What is required: Omit the pictures. Print each entry below exactly.

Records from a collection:
::::
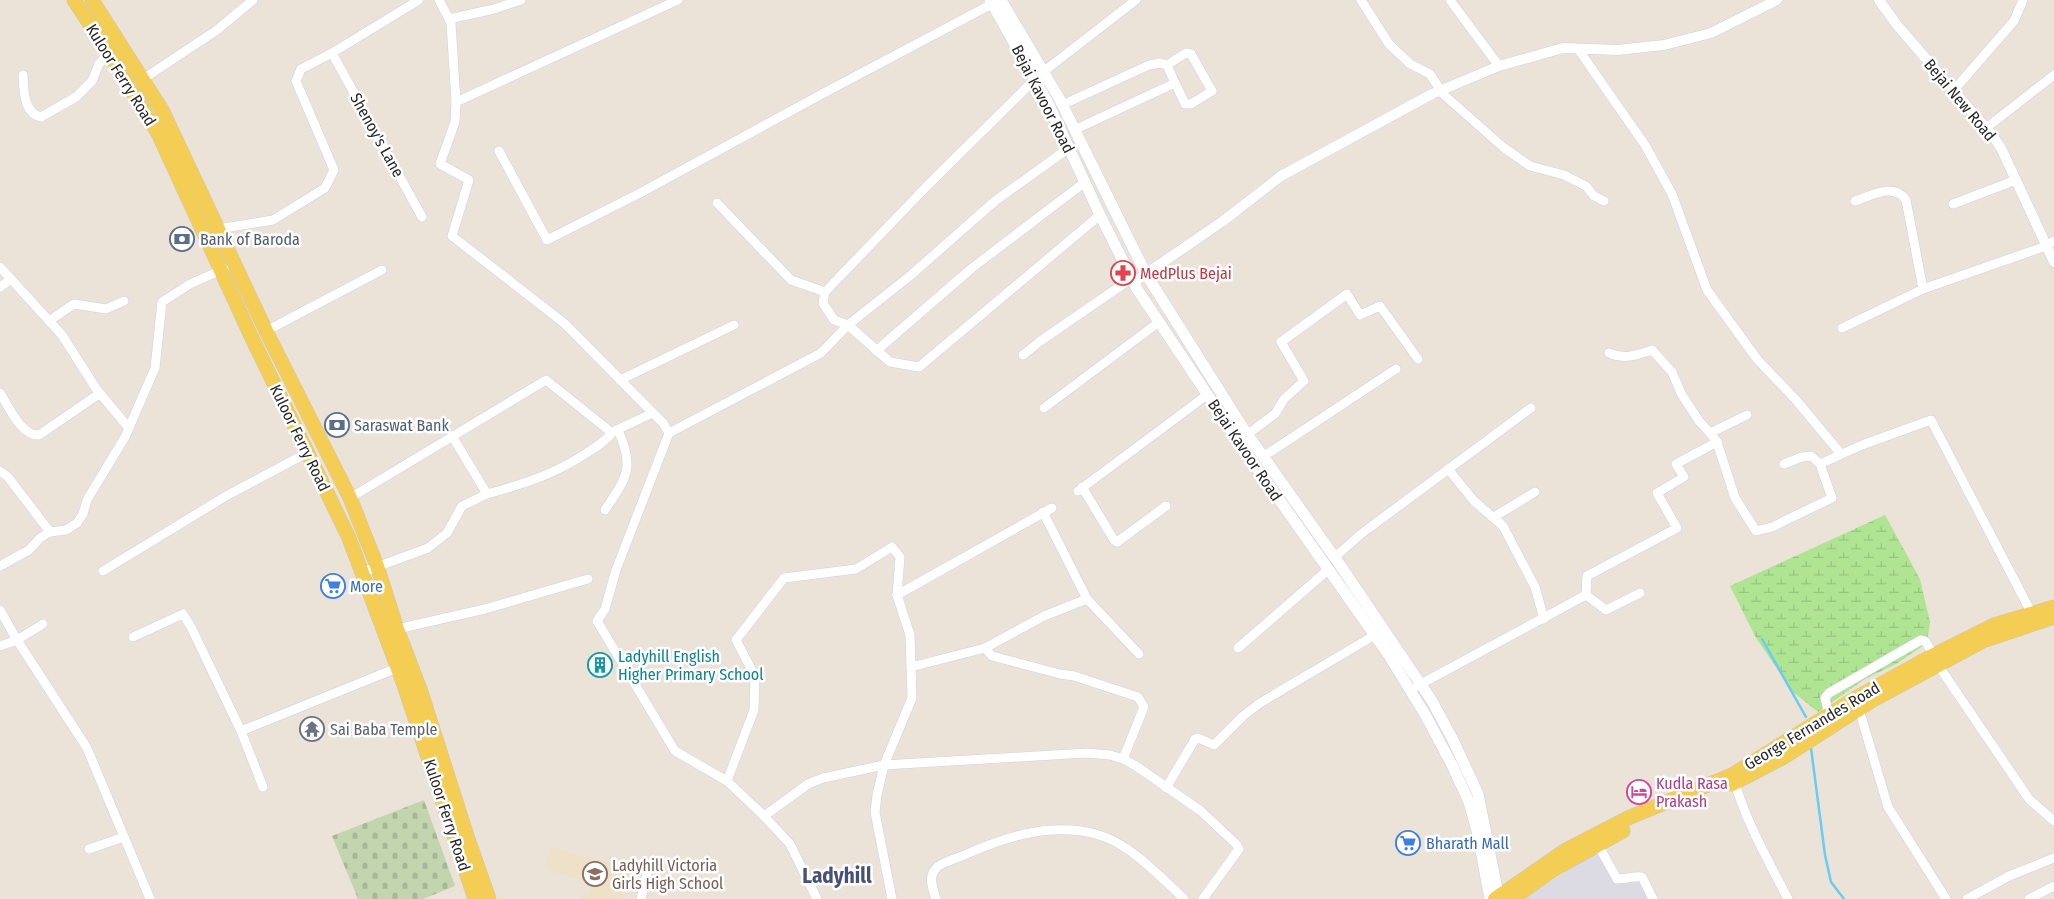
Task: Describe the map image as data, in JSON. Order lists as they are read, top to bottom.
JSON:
{
  "streets": {
    "main road": ["Kuloor Ferry Road", "Bejai Kavoor Road", "George Fernandes Road"],
    "street": ["Bejai New Road", "Shenoy's Lane"]
  },
  "crossings": [
    ["Bejai Kavoor Road", "George Fernandes Road"]
  ],
  "districts": ["Ladyhill"],
  "places": {
    "bank": ["Bank of Baroda", "Saraswat Bank"],
    "pharmacy": ["MedPlus Bejai"],
    "supermarket": ["More", "Bharath Mall"],
    "building": ["Ladyhill English Higher Primary School"],
    "temple": ["Sai Baba Temple"],
    "hotel": ["Kudla Rasa Prakash"],
    "school or university": ["Ladyhill Victoria Girls High School"]
  }
}
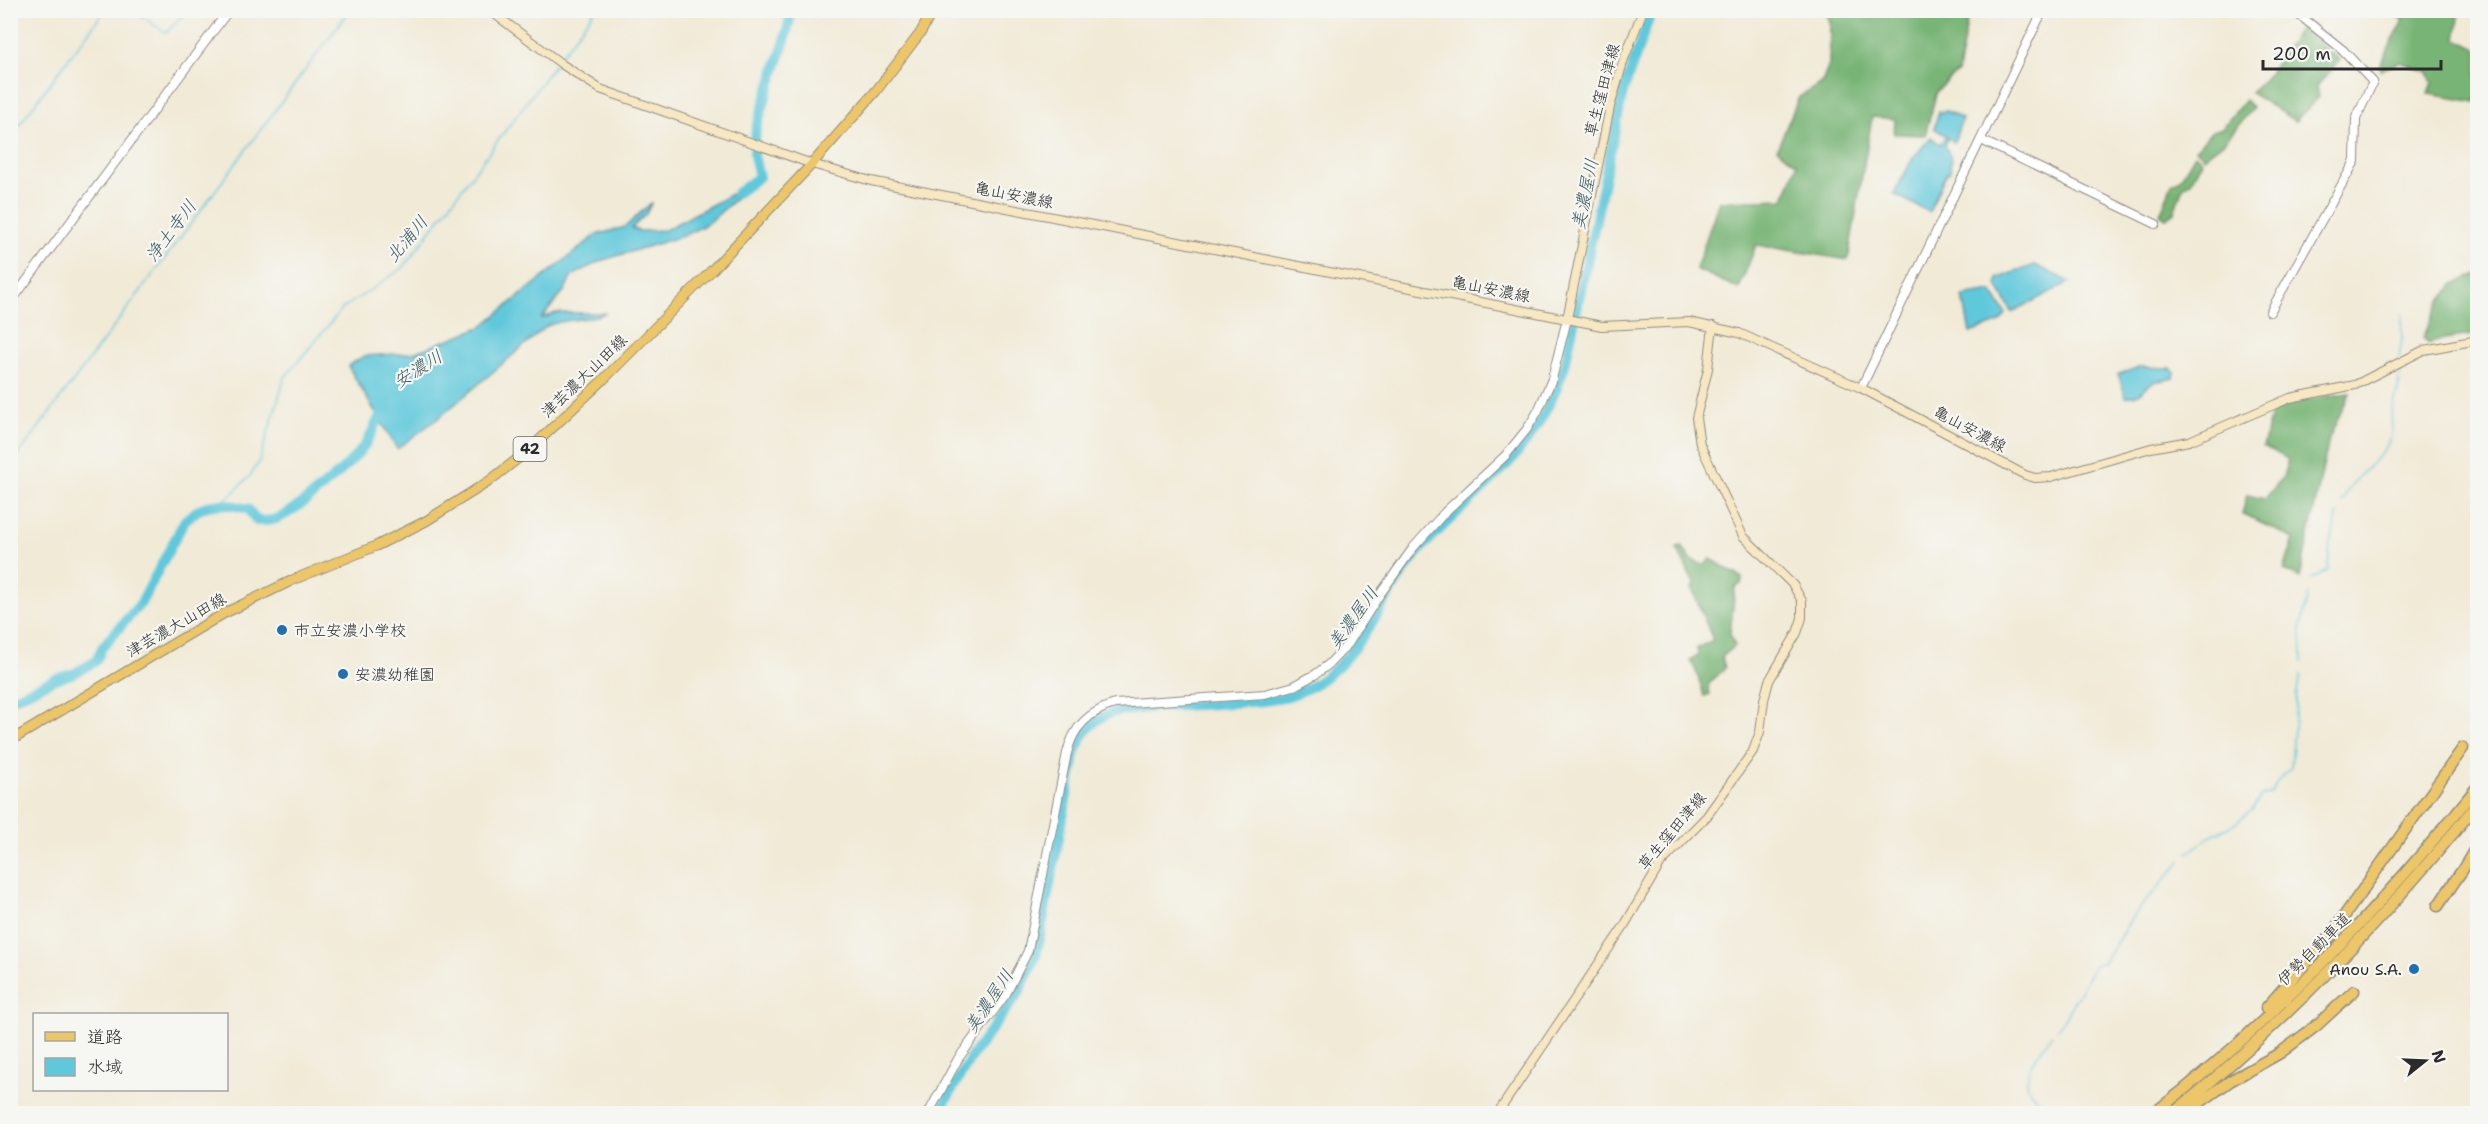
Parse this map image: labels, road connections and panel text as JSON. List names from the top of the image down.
{
  "streets": {
    "highway": ["伊勢自動車道"],
    "main road": [
      "草生窪田津線",
      "亀山安濃線",
      "津芸濃大山田線",
      "42"
    ]
  },
  "crossings": [
    ["草生窪田津線", "亀山安濃線"],
    ["亀山安濃線", "津芸濃大山田線"]
  ],
  "water": [
    "美濃屋川",
    "浄土寺川",
    "北浦川",
    "安濃川"
  ],
  "places": ["市立安濃小学校", "安濃幼稚園", "Anou S.A."],
  "legend": ["道路", "水域"],
  "scale_bar": "200 m",
  "north": "right"
}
::::
Answer section:
Task: Describe the map image as data, in JSON. Order lists as they are read, top to bottom.
JSON:
{
  "streets": {
    "main road": ["Kuloor Ferry Road", "Bejai Kavoor Road", "George Fernandes Road"],
    "street": ["Bejai New Road", "Shenoy's Lane"]
  },
  "crossings": [
    ["Bejai Kavoor Road", "George Fernandes Road"]
  ],
  "districts": ["Ladyhill"],
  "places": {
    "bank": ["Bank of Baroda", "Saraswat Bank"],
    "pharmacy": ["MedPlus Bejai"],
    "supermarket": ["More", "Bharath Mall"],
    "building": ["Ladyhill English Higher Primary School"],
    "temple": ["Sai Baba Temple"],
    "hotel": ["Kudla Rasa Prakash"],
    "school or university": ["Ladyhill Victoria Girls High School"]
  }
}
Parse this map image: labels, road connections and panel text as JSON. List names from the top of the image down.
{
  "streets": {
    "highway": ["伊勢自動車道"],
    "main road": [
      "草生窪田津線",
      "亀山安濃線",
      "津芸濃大山田線",
      "42"
    ]
  },
  "crossings": [
    ["草生窪田津線", "亀山安濃線"],
    ["亀山安濃線", "津芸濃大山田線"]
  ],
  "water": [
    "美濃屋川",
    "浄土寺川",
    "北浦川",
    "安濃川"
  ],
  "places": ["市立安濃小学校", "安濃幼稚園", "Anou S.A."],
  "legend": ["道路", "水域"],
  "scale_bar": "200 m",
  "north": "right"
}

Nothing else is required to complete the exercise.